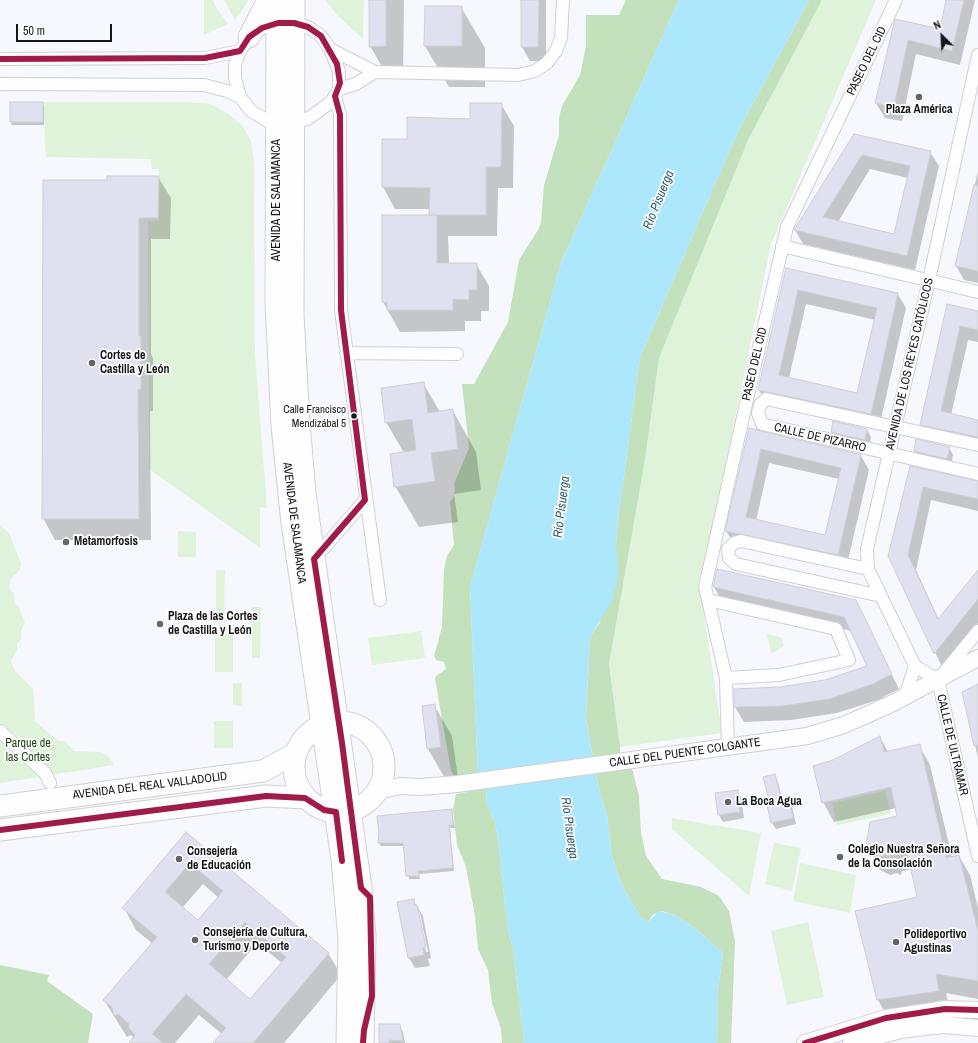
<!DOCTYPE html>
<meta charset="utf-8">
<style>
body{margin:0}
#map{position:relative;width:978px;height:1043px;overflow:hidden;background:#f7f8fd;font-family:"Archivo Narrow",sans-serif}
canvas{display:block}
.north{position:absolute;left:922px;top:16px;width:40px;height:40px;-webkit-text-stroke:3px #fff;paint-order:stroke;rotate:336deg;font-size:11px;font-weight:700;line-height:16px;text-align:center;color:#16161a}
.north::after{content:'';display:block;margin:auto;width:14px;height:18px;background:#16161a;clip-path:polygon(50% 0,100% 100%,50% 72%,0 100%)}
.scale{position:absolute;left:16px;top:24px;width:96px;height:18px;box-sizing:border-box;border:2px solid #16161a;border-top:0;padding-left:5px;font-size:12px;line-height:14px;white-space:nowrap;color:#16161a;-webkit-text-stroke:3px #fff;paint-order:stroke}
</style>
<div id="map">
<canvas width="978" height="1043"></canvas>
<div class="north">N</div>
<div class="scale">50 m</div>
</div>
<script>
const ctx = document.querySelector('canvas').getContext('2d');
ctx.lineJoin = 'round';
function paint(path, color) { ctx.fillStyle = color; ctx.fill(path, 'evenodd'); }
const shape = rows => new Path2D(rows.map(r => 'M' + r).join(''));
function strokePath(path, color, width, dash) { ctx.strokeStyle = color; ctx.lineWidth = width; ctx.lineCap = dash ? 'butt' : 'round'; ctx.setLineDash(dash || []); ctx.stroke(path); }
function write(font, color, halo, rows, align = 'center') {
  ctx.font = font + ' "Archivo Narrow",sans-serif'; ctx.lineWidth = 3.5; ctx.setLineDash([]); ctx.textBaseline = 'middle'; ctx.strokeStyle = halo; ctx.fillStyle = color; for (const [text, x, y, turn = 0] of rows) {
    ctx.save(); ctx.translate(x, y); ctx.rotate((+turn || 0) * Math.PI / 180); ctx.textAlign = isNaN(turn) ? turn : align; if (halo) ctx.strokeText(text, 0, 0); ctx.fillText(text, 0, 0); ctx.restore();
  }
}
const green = shape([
 [204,0,213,0,217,9,228,24,204,35],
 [224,0,249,0,235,20],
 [325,0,364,0,363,39,338,16],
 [822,0,876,0,771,244,700,588,722,733,620,747,609,664,645,460,659,358,749,138],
 [43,102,186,102,210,104,227,113,242,125,251,141,254,160,255,354,267,508,260,507,260,548,149,469,148,221,159,221,159,169,152,169,151,159,46,157],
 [0,525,9,533,21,563,20,570,11,578,9,586,10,590,14,593,15,603,18,606,25,622,21,631,22,638,17,644,17,649,11,662,16,672,33,689,35,721,58,741,65,741,74,751,100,752,108,756,114,765,0,783],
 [178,531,196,532,196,557,178,557],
 [216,570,225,570,224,620,216,620],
 [252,607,261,607,260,658,252,658],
 [421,631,425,658,372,665,368,638],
 [215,633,233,633,233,672,215,672],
 [767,634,782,638,784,646,771,654],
 [233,683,242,683,242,706,233,705],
 [214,721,233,721,233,748,214,748],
 [885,791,891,814,837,825,832,803],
 [672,818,761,833,749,896,672,829],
 [774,843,801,848,792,891,765,884],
 [800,863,856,875,850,913,793,901],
 [808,922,824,997,787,1005,771,931]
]);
const forest = shape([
 [626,0,679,0,561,263,470,587,478,773,486,791,487,805,495,821,498,840,508,932,513,947,524,1043,502,1043,501,1029,492,1003,488,970,478,949,475,916,466,867,457,845,453,810,456,794,467,792,464,775,455,776,451,771,435,679,436,676,446,669,444,662,436,660,434,656,442,627,444,569,447,556,454,545,450,502,453,498,455,489,454,484,469,448,462,384,474,384,508,322,519,260,538,230,541,223,544,185,559,135,559,118,562,106,580,75,586,46,586,15,619,15],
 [809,0,822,0,749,138,659,358,645,460,609,664,620,747,620,754,613,756,615,771,632,768,639,796,641,833,646,856,662,879,701,887,719,896,729,911,735,941,731,1043,717,1043,718,990,723,953,695,928,674,915,662,911,653,915,648,922,641,918,625,891,619,878,612,856,607,815,598,786,586,719,590,637,600,622,616,545,618,520,640,357,738,131],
 [0,965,49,975,47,981,93,1014,88,1043,0,1043]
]);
const water = shape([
 [679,0,809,0,738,131,640,357,618,520,616,545,619,574,612,601,590,637,586,719,598,786,607,815,612,856,619,878,625,891,641,918,648,922,659,911,674,915,695,928,723,953,718,990,717,1043,524,1043,513,947,508,932,498,840,495,821,487,805,486,791,478,773,470,587,561,263]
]);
const shadow = shape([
 [370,0,404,0,403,77,388,77,370,46],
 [522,0,546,0,546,61,530,61,522,47],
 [947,0,975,0,960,65,916,54,902,121,885,118,876,103,896,21,940,31],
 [461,7,485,48,485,87,449,87,425,46],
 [42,103,44,106,44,125,12,125,11,122],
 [501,104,514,126,513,188,498,188,497,236,448,236,449,264,476,264,489,286,489,311,481,311,481,321,465,321,465,331,400,332,383,302,431,216,430,209,395,209,383,187,383,140,408,140,471,120],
 [855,135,930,152,939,166,915,270,803,244,795,230],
 [870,169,908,178,895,235,838,222],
 [978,171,978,283,964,280,956,266],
 [158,177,171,198,170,239,151,239,151,354,153,359,153,411,150,411,151,540,55,540,43,518,108,181],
 [786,269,897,293,906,308,879,428,767,405,759,390],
 [806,304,876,320,858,394,789,378],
 [948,305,978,312,978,342,968,340,951,415,978,421,978,449,929,439,921,425],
 [423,383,440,412,453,411,476,452,481,490,454,494,458,522,419,527,395,486,404,453,386,422],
 [750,429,861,456,869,470,846,569,735,545,726,531],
 [769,463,839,479,826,536,756,521],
 [867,430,871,437,869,447,836,439,832,432],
 [917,440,949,447,953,455,951,466,919,458,915,451],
 [911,467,978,482,978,511,931,500,916,570,939,620,978,572,978,623,942,667,890,556],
 [714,587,855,601,899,689,883,697,884,698,837,713,791,720,744,722,735,707,735,690,780,688,825,681,869,667,852,631,722,602],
 [978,685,978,758,963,693],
 [434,705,452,736,458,778,446,780,428,749,423,707],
 [880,737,888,752,919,745,930,765,952,857,959,856,970,875,978,908,978,999,946,993,950,1011,889,1020,878,1000,857,911,918,898,912,869,902,871,901,875,896,873,890,875,880,870,869,850,898,816,896,808,834,822,823,802,834,761],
 [889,853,879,857,879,855],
 [775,775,778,782,783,802,788,801,792,807,796,824,776,829,772,823,768,806,771,805],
 [737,791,741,798,744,818,723,822,719,815],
 [451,810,455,828,450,828,454,871,419,874,420,879,409,879,404,846,381,846,379,843],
 [186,834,328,953,341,975,284,1043,215,1043,222,1034,199,1015,175,1043,130,1043,134,1038,131,1035,127,1037,104,1000,153,944,136,930,124,908],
 [203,884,219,898,199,922,182,908],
 [257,943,282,963,250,1000,226,980],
 [413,900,423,916,431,958,428,959,430,966,415,968,409,958],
 [417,910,420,913,428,952,426,952],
 [399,1025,403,1032,405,1043,380,1043]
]);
const building = shape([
 [369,0,386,0,386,46,369,47,369,0],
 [521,0,539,0,538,47,521,47,521,0],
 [946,0,964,0,952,51,908,40,894,107,875,103,895,19,940,29,946,0],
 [425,6,462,6,462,46,424,46,425,6],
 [10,102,43,102,43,122,10,122,10,102],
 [470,103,502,103,501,167,486,167,486,215,429,215,430,188,382,187,382,139,407,139,407,117,470,119,470,103],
 [854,134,931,151,907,256,794,230,854,134],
 [862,155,910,166,894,234,823,217,862,155],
 [107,176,159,176,158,218,139,218,139,336,141,336,141,390,138,389,139,519,42,519,43,180,107,180,107,176],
 [974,185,978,186,978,271,955,266,974,185],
 [382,215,437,215,437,263,477,263,477,290,469,290,469,300,453,299,453,310,387,310,387,302,382,302,382,215],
 [786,268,898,293,871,414,758,390,786,268],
 [798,290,877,308,857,393,779,375,798,290],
 [947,304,978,311,978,330,960,326,941,411,978,420,978,437,920,425,947,304],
 [424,382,428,413,453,409,458,449,431,453,435,481,394,487,390,454,416,450,412,419,385,423,381,388,424,382],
 [833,421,867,429,865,440,831,432,833,421],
 [749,428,861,455,838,555,725,531,749,428],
 [761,449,841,468,825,535,746,517,761,449],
 [916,439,950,447,947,459,914,451,916,439],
 [910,466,978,481,978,499,923,487,908,555,938,619,978,570,978,599,934,654,888,556,910,466],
 [717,569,856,600,892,674,876,682,876,683,829,699,782,706,734,707,734,689,780,687,825,680,867,666,844,617,713,587,717,569],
 [978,684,978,745,974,746,962,692,978,684],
 [435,704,441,747,427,749,422,706,435,704],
 [880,736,884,752,920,744,946,858,959,855,978,931,978,981,936,974,939,991,877,1000,855,911,917,897,906,848,892,851,890,856,884,854,879,856,868,850,866,846,870,822,897,816,891,787,822,803,813,766,833,760,880,736],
 [775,774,782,802,789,800,793,818,771,823,767,805,770,804,763,777,775,774],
 [738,790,740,812,718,815,715,793,738,790],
 [452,809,453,825,449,825,453,868,418,871,419,876,406,876,403,843,378,843,379,834,377,816,452,809],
 [186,832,329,953,253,1043,213,1043,226,1028,186,994,152,1034,163,1043,129,1043,135,1035,129,1028,129,1024,118,1014,114,1016,112,1007,103,1000,157,937,122,908,186,832],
 [190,863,223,891,198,920,165,892,190,863],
 [245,922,286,957,250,999,209,964,245,922],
 [414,899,415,905,417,905,426,947,423,948,424,955,408,958,397,902,414,899],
 [379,1024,400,1024,403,1041,389,1040,389,1043,379,1043,379,1024]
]);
const street = shape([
 [278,23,294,23,308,27,321,36,330,49,339,71,339,89,331,102,309,118,294,123,278,123,268,121,251,111,240,97,235,78,235,65,240,51,249,37,262,28,278,23],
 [330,49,375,72,518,75,535,71,547,63,556,51,561,38,563,0],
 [0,59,205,58,240,51],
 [0,84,204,85,227,91,240,97],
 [339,89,356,84,375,72],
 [335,96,340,115,341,310,380,600],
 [782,246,978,292],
 [346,353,457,354],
 [978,445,766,399,760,405,758,413,762,424,978,474],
 [323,549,365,500],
 [868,569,741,541,734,543,728,549,729,558,736,564,881,596],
 [708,600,836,629,849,660,779,675,726,678],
 [942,675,978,631],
 [938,680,915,666,868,569,867,549,929,280,978,55],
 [938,680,978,856],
 [905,697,915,666],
 [0,731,45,773,50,783],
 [728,748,726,678,705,587,748,395,787,227,896,0]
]);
const secondary = shape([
 [377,791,401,786,421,787,457,784,807,736,844,725,893,703,978,658],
 [805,1043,886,1018,945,1009,978,1010],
 [851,1043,901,1030,932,1026,945,1025,978,1028]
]);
const highway = shape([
 [277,0,276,305,282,426,292,523,342,859,349,940,347,1043],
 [294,0,293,315,299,423,305,493,361,888,365,937,363,1043],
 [249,37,268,0],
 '294 767a45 45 0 1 1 90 0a45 45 0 1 1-90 0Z',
 [0,806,263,771,296,753],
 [0,830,266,796,305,798]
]);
const bus1 = shape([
 [0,59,205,58,240,51,249,37,262,28,278,23,294,23,308,27,321,36,337,64,340,83,335,96,340,115,341,310,365,500,314,559,342,743,361,888,370,897,372,996,364,1030,363,1043],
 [0,830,266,796,305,798,324,810,336,812,342,861],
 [805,1043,886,1018,945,1009,978,1010]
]);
const markers = [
 [919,97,4,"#656569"],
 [92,363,4,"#656569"],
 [354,416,3.5,"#16161a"],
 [66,542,4,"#656569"],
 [160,624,4,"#656569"],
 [728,802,4,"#656569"],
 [840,857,4,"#656569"],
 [179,859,4,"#656569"],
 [195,940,4,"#656569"],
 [896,942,4,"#656569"]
];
const busNames = [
 ["Calle Francisco",346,410],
 ["Mendizábal 5",346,424]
];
const streetNames = [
 ["PASEO DEL CID",867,61,-64],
 ["AVENIDA DE SALAMANCA",277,200,-90],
 ["PASEO DEL CID",755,364,-77],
 ["AVENIDA DE LOS REYES CATÓLICOS",910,364,-77],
 ["CALLE DE PIZARRO",820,438,13],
 ["AVENIDA DE SALAMANCA",294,523,83],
 ["CALLE DE ULTRAMAR",952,745,77],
 ["CALLE DEL PUENTE COLGANTE",685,753,-8],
 ["AVENIDA DEL REAL VALLADOLID",150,786,-7]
];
const poiNames = [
 ["Plaza América",919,110,"center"],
 ["Cortes de",100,356],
 ["Castilla y León",100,370],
 ["Metamorfosis",74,542],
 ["Plaza de las Cortes",168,617],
 ["de Castilla y León",168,631],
 ["La Boca Agua",736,802],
 ["Colegio Nuestra Señora",848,850],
 ["de la Consolación",848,864],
 ["Consejería",187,852],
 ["de Educación",187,866],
 ["Consejería de Cultura,",203,933],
 ["Turismo y Deporte",203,947],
 ["Polideportivo",904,935],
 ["Agustinas",904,949]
];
const parkNames = [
 ["Parque de",28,744],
 ["las Cortes",28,758]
];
const waterNames = [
 ["Río Pisuerga",659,200,-68],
 ["Río Pisuerga",562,507,-83],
 ["Río Pisuerga",569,828,82]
];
paint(green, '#dff3db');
paint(forest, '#c3e1bd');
paint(water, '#ace7fc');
paint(shadow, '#0003');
paint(building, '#e0e1f0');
strokePath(building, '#cecfd3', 1);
strokePath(street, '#d0d0d4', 14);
strokePath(secondary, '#d0d0d4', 18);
strokePath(highway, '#d0d0d4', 23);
strokePath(street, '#fefeff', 12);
strokePath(secondary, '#fefeff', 16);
strokePath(highway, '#fefeff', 21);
strokePath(bus1, '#a01a4a', 6);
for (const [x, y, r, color] of markers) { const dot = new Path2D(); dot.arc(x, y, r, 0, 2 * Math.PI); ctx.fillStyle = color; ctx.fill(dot); strokePath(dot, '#fff', 1.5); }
write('11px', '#16161a', '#fff', busNames, 'right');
write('12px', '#16161a', '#fff', streetNames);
write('bold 12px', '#16161a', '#fff', poiNames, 'left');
write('12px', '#204313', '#fff', parkNames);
write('italic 13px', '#2f5f6e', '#fff', waterNames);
</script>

========================================================================

Assignment:
State the number of lines holding the word "align" in the listing. Add nothing else.

Answer box:
3